If the inclusion is generated-by we need to show h surjective. Since \(\mathbb {C}_{\varOmega '^{+}/\vec{E'}_{\varOmega '^{+}},B'_{\varOmega '^{+}}}\) and \(\mathbb {C}_{\varOmega ^{+}/\vec{E}_{\varOmega ^{+}},B_{\varOmega ^{+}}}\) are initial \(\varOmega '^{+}\)-, resp. \(\varOmega ^{+}\)-, algebras, we have surjective \(\varOmega '^{+}\)-, resp. \(\varOmega ^{+}\)-, homomorphisms \(q' : \mathbb {T}_{\varOmega '^{+}}\rightarrow \mathbb {C}_{\varOmega '^{+}/\vec{E'}_{\varOmega '^{+}},B'_{\varOmega '^{+}}}\) and \(q: \mathbb {T}_{\varOmega ^{+}} \rightarrow \mathbb {C}_{\varOmega ^{+}/\vec{E}_{\varOmega ^{+}},B_{\varOmega ^{+}}}\). But conditions (a)–(b) in (2) mean that \(\mathbb {T}_{\varOmega '^{+}}|_{\varOmega ^{+}} = \mathbb {T}_{\varOmega ^{+}}\), which forces the unique \(\varOmega ^{+}\)-homomorphism \(\mathbb {T}_{\varOmega ^{+}} \rightarrow \mathbb {C}_{\varOmega '^{+}/\vec{E'}_{\varOmega '^{+}},B'_{\varOmega '^{+}}}|_{\varOmega ^{+}}\) to be \(q'|_{\varOmega }\) and therefore surjective, and, by initiality of \(\mathbb {T}_{\varOmega ^{+}}\), the homomorphism identity \(q ; h = q'|_{\varOmega ^{+}}\), which by \(q'|_{\varOmega ^{+}}\) surjective forces h to be surjective.

If the inclusion is protecting, h is injective by the requiements in (1) and surjective by those in (2), and therefore bijective. \(\Box \).

Proof of Theorem 3.

Proof

To see the \((\Rightarrow )\) implication, since \(\mathbb {T}_{\varSigma /E \cup G} \models E\) we have a unique \(\varSigma \)-homomorphism \(h: \mathbb {T}_{\varSigma /E} \rightarrow \mathbb {T}_{\varSigma /E \cup G}\).

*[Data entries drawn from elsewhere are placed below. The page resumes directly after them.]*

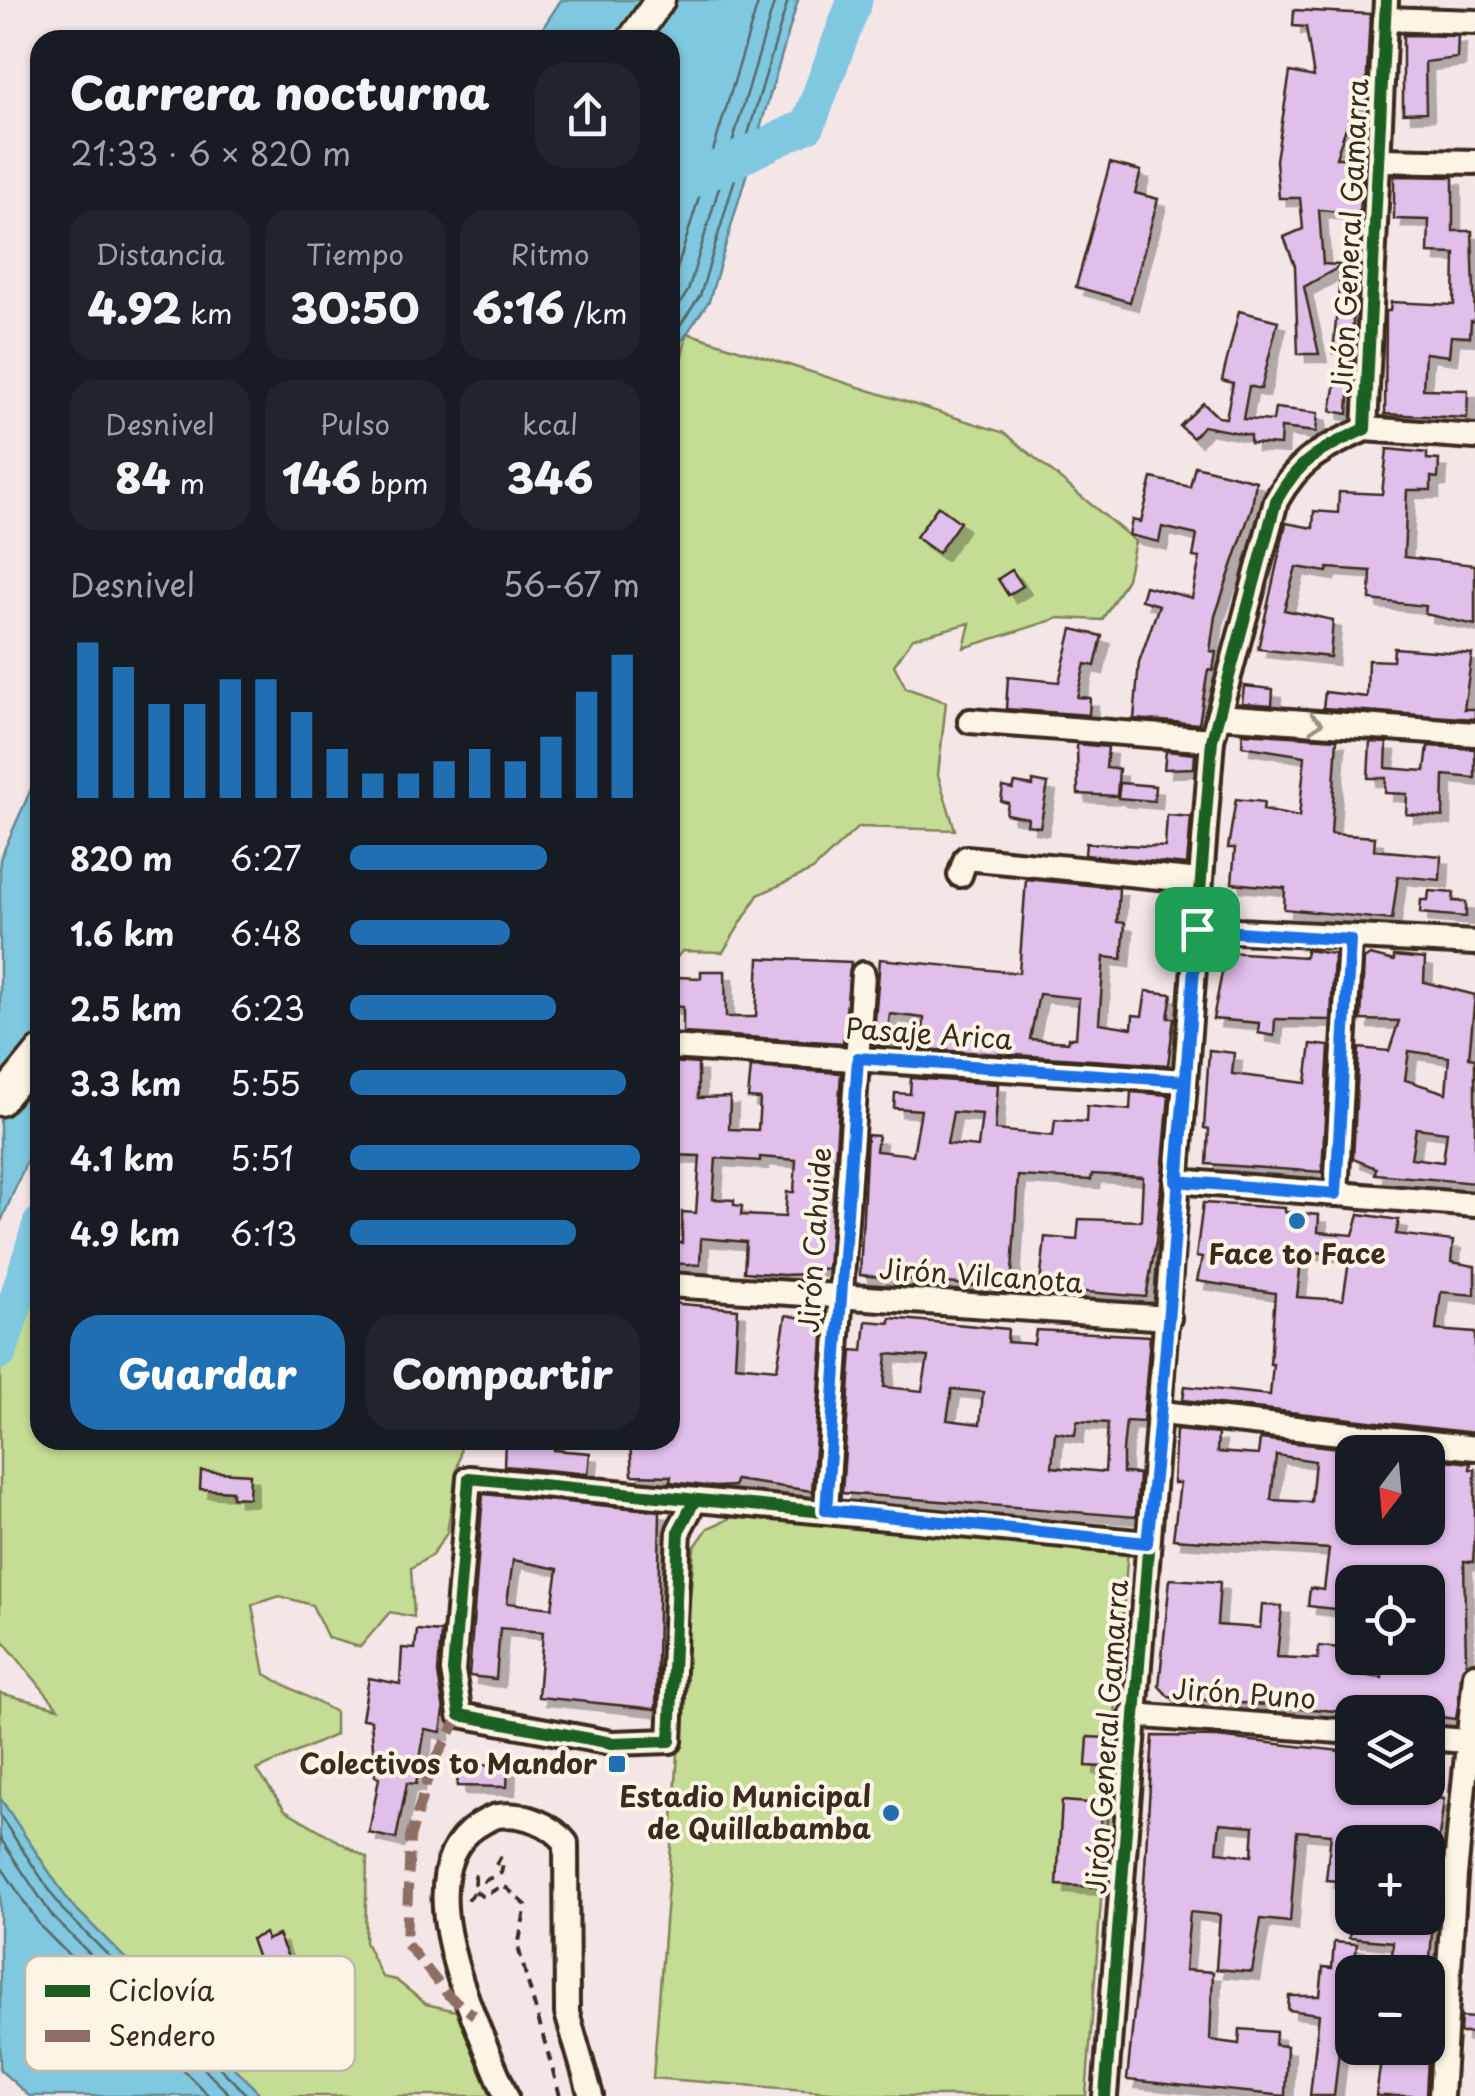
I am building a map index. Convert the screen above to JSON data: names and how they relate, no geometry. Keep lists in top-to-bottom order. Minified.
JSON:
{"streets":{"street":["Jirón General Gamarra","Pasaje Arica","Jirón Cahuide","Jirón Vilcanota","Jirón Puno"]},"crossings":[["Jirón General Gamarra","Pasaje Arica"],["Jirón General Gamarra","Jirón Vilcanota"],["Jirón General Gamarra","Jirón Puno"],["Pasaje Arica","Jirón Cahuide"],["Jirón Cahuide","Jirón Vilcanota"]],"places":{"other":["Face to Face","Estadio Municipal de Quillabamba"],"transit":["Colectivos to Mandor"]},"legend":["Ciclovía","Sendero"],"north":"bottom","page":{"heading":["Carrera nocturna","21:33 · 6 × 820 m"],"stats":[["Distancia","4.92 km"],["Tiempo","30:50"],["Ritmo","6:16 /km"],["Desnivel","84 m"],["Pulso","146 bpm"],["kcal","346"]],"chart":["Desnivel","56–67 m"],"list":[{"name":"820 m","note":"6:27"},{"name":"1.6 km","note":"6:48"},{"name":"2.5 km","note":"6:23"},{"name":"3.3 km","note":"5:55"},{"name":"4.1 km","note":"5:51"},{"name":"4.9 km","note":"6:13"}],"buttons":["Guardar","Compartir"],"map_buttons":["+","−"]}}
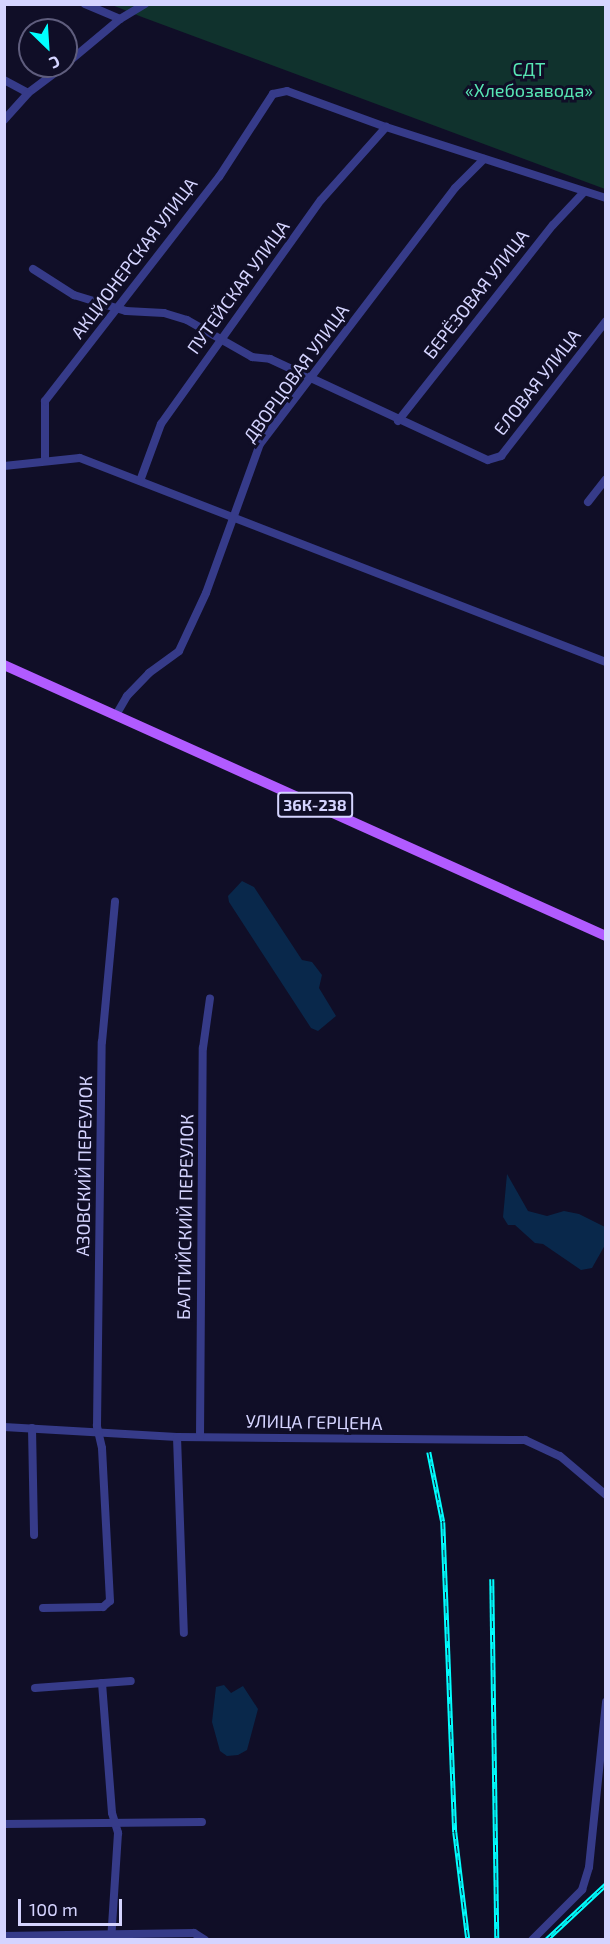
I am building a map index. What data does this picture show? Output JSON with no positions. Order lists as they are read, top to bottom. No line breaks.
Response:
{"streets":{"main road":["36К-238"],"street":["АКЦИОНЕРСКАЯ УЛИЦА","ПУТЕЙСКАЯ УЛИЦА","БЕРЁЗОВАЯ УЛИЦА","ДВОРЦОВАЯ УЛИЦА","ЕЛОВАЯ УЛИЦА","АЗОВСКИЙ ПЕРЕУЛОК","БАЛТИЙСКИЙ ПЕРЕУЛОК","УЛИЦА ГЕРЦЕНА"]},"crossings":[["АКЦИОНЕРСКАЯ УЛИЦА","ПУТЕЙСКАЯ УЛИЦА"],["БЕРЁЗОВАЯ УЛИЦА","ЕЛОВАЯ УЛИЦА"],["ДВОРЦОВАЯ УЛИЦА","36К-238"],["АЗОВСКИЙ ПЕРЕУЛОК","УЛИЦА ГЕРЦЕНА"],["БАЛТИЙСКИЙ ПЕРЕУЛОК","УЛИЦА ГЕРЦЕНА"]],"parks":["СДТ «Хлебозавода»"],"scale_bar":"100 m","north":"bottom right"}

And since \(\mathbb {T}_{\varSigma /E}\models E \cup G\), we also have a unique \(\varSigma \)-homomorphism \(g: \mathbb {T}_{\varSigma /E \cup G} \rightarrow \mathbb {T}_{\varSigma /E }\). But then, the initiality of \(\mathbb {T}_{\varSigma /E}\) forces \(h;g = id _{\mathbb {T}_{\varSigma /E}}\), and the initiality of \(\mathbb {T}_{\varSigma /E \cup G}\) forces \(g;h = id _{\mathbb {T}_{\varSigma /E \cup G}}\). Therefore, we have an isomorphism: \(\mathbb {T}_{\varSigma /E} \cong \mathbb {T}_{\varSigma /E \cup G}\). We will be done of we prove the following lemma:

Lemma 2

Let \(E,E'\) be two sets of \(\varSigma \)-equations such that \(\mathbb {T}_{\varSigma /E} \cong \mathbb {T}_{\varSigma /E'}\). Then, \(\mathbb {T}_{\varSigma /E} = \mathbb {T}_{\varSigma /E'}\).

Proof

\(\mathbb {T}_{\varSigma /E}\) and \(\mathbb {T}_{\varSigma /E'}\) are uniquely determined by the respective ground equality relations \(=_{E} \cap T_{\varSigma }^{2}\) and \(=_{E'} \cap T_{\varSigma }^{2}\). We just need to show \((=_{E} \cap T_{\varSigma }^{2}) = (=_{E'} \cap T_{\varSigma }^{2})\). Since we have a \(\varSigma \)-isomorphism \(h: \mathbb {T}_{\varSigma /E} \rightarrow \mathbb {T}_{\varSigma /E'}\), and unique \(\varSigma \)-homomorphisms \([\_]_{E}: \mathbb {T}_{\varSigma } \rightarrow \mathbb {T}_{\varSigma /E}\), and \([\_]_{E'}: \mathbb {T}_{\varSigma } \rightarrow \mathbb {T}_{\varSigma /E}\), the initiality of \(\mathbb {T}_{\varSigma }\) forces \([\_]_{E}; h = [\_]_{E'}\), i.e., \(h_{s}([t]_{E}) = [t]_{E'}\) for each \(t \in T_{\varSigma ,s}, s\in S\). Let \(t \in T_{\varSigma ,s}\) and \(t' \in T_{\varSigma ,s'}\) with \(t =_{E} t'\). Then \([s]=[s']\) and, by h order-sorted \(\varSigma \)-homomorphism and \([t]_{E}=[t']_{E}\), we must have \(h_{s}([t]_{E})=h_{s'}([t']_{E})\), which forces:

$$h_{s}([t]_{E})= [t]_{E'}= [t']_{E'}=h_{s'}([t']_{E}) $$

giving us the containment \((=_{E} \cap T_{\varSigma }^{2}) \subseteq (=_{E'} \cap T_{\varSigma }^{2})\). Using the inverse isomorphism \(h^{-1}\) we likewise get \((=_{E'} \cap T_{\varSigma }^{2}) \subseteq (=_{E} \cap T_{\varSigma }^{2})\), giving us \((=_{E} \cap T_{\varSigma }^{2}) = (=_{E'} \cap T_{\varSigma }^{2})\), as desired. \(\Box \)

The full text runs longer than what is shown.